Start of Block

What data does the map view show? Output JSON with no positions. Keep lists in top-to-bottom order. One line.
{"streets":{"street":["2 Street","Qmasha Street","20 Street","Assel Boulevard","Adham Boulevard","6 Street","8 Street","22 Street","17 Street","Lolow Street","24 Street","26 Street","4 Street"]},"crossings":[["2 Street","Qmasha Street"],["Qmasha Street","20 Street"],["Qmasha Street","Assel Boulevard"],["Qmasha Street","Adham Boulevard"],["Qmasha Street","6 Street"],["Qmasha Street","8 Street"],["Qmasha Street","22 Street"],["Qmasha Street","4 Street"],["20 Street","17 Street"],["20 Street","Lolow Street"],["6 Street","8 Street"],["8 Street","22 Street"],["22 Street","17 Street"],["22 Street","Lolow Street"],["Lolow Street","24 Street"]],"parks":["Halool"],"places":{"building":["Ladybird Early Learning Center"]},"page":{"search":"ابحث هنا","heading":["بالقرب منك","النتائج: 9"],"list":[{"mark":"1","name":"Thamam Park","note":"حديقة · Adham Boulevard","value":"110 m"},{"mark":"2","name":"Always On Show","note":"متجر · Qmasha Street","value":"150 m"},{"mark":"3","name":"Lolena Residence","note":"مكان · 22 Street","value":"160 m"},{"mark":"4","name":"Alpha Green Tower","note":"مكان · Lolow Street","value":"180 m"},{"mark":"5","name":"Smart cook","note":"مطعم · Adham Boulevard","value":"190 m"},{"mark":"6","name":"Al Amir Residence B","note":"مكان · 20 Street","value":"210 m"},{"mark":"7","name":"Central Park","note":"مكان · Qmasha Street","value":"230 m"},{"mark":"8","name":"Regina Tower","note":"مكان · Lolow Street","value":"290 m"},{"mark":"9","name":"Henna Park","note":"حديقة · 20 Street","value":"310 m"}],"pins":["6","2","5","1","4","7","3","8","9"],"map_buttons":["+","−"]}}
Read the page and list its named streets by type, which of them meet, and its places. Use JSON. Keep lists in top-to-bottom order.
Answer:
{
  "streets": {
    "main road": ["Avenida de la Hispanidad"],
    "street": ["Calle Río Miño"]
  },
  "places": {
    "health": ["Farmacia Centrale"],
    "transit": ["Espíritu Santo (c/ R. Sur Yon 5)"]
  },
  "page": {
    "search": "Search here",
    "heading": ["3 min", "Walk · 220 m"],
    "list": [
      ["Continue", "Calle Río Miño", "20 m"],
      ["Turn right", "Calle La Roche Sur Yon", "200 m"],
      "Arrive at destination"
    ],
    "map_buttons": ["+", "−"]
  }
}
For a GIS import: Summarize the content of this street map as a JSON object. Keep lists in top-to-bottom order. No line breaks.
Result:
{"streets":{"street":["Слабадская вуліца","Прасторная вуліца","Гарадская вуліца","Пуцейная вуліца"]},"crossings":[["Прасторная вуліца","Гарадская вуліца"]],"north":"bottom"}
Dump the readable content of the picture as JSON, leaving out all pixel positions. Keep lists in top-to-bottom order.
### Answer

End of Block

*What you should do*
Retype the whole listing, matching it exactly.

*Solution to this problem*
What data does the map view show? Output JSON with no positions. Keep lists in top-to-bottom order. One line.
{"streets":{"street":["2 Street","Qmasha Street","20 Street","Assel Boulevard","Adham Boulevard","6 Street","8 Street","22 Street","17 Street","Lolow Street","24 Street","26 Street","4 Street"]},"crossings":[["2 Street","Qmasha Street"],["Qmasha Street","20 Street"],["Qmasha Street","Assel Boulevard"],["Qmasha Street","Adham Boulevard"],["Qmasha Street","6 Street"],["Qmasha Street","8 Street"],["Qmasha Street","22 Street"],["Qmasha Street","4 Street"],["20 Street","17 Street"],["20 Street","Lolow Street"],["6 Street","8 Street"],["8 Street","22 Street"],["22 Street","17 Street"],["22 Street","Lolow Street"],["Lolow Street","24 Street"]],"parks":["Halool"],"places":{"building":["Ladybird Early Learning Center"]},"page":{"search":"ابحث هنا","heading":["بالقرب منك","النتائج: 9"],"list":[{"mark":"1","name":"Thamam Park","note":"حديقة · Adham Boulevard","value":"110 m"},{"mark":"2","name":"Always On Show","note":"متجر · Qmasha Street","value":"150 m"},{"mark":"3","name":"Lolena Residence","note":"مكان · 22 Street","value":"160 m"},{"mark":"4","name":"Alpha Green Tower","note":"مكان · Lolow Street","value":"180 m"},{"mark":"5","name":"Smart cook","note":"مطعم · Adham Boulevard","value":"190 m"},{"mark":"6","name":"Al Amir Residence B","note":"مكان · 20 Street","value":"210 m"},{"mark":"7","name":"Central Park","note":"مكان · Qmasha Street","value":"230 m"},{"mark":"8","name":"Regina Tower","note":"مكان · Lolow Street","value":"290 m"},{"mark":"9","name":"Henna Park","note":"حديقة · 20 Street","value":"310 m"}],"pins":["6","2","5","1","4","7","3","8","9"],"map_buttons":["+","−"]}}
Read the page and list its named streets by type, which of them meet, and its places. Use JSON. Keep lists in top-to-bottom order.
Answer:
{
  "streets": {
    "main road": ["Avenida de la Hispanidad"],
    "street": ["Calle Río Miño"]
  },
  "places": {
    "health": ["Farmacia Centrale"],
    "transit": ["Espíritu Santo (c/ R. Sur Yon 5)"]
  },
  "page": {
    "search": "Search here",
    "heading": ["3 min", "Walk · 220 m"],
    "list": [
      ["Continue", "Calle Río Miño", "20 m"],
      ["Turn right", "Calle La Roche Sur Yon", "200 m"],
      "Arrive at destination"
    ],
    "map_buttons": ["+", "−"]
  }
}
For a GIS import: Summarize the content of this street map as a JSON object. Keep lists in top-to-bottom order. No line breaks.
Result:
{"streets":{"street":["Слабадская вуліца","Прасторная вуліца","Гарадская вуліца","Пуцейная вуліца"]},"crossings":[["Прасторная вуліца","Гарадская вуліца"]],"north":"bottom"}
Dump the readable content of the picture as JSON, leaving out all pixel positions. Keep lists in top-to-bottom order.
### Answer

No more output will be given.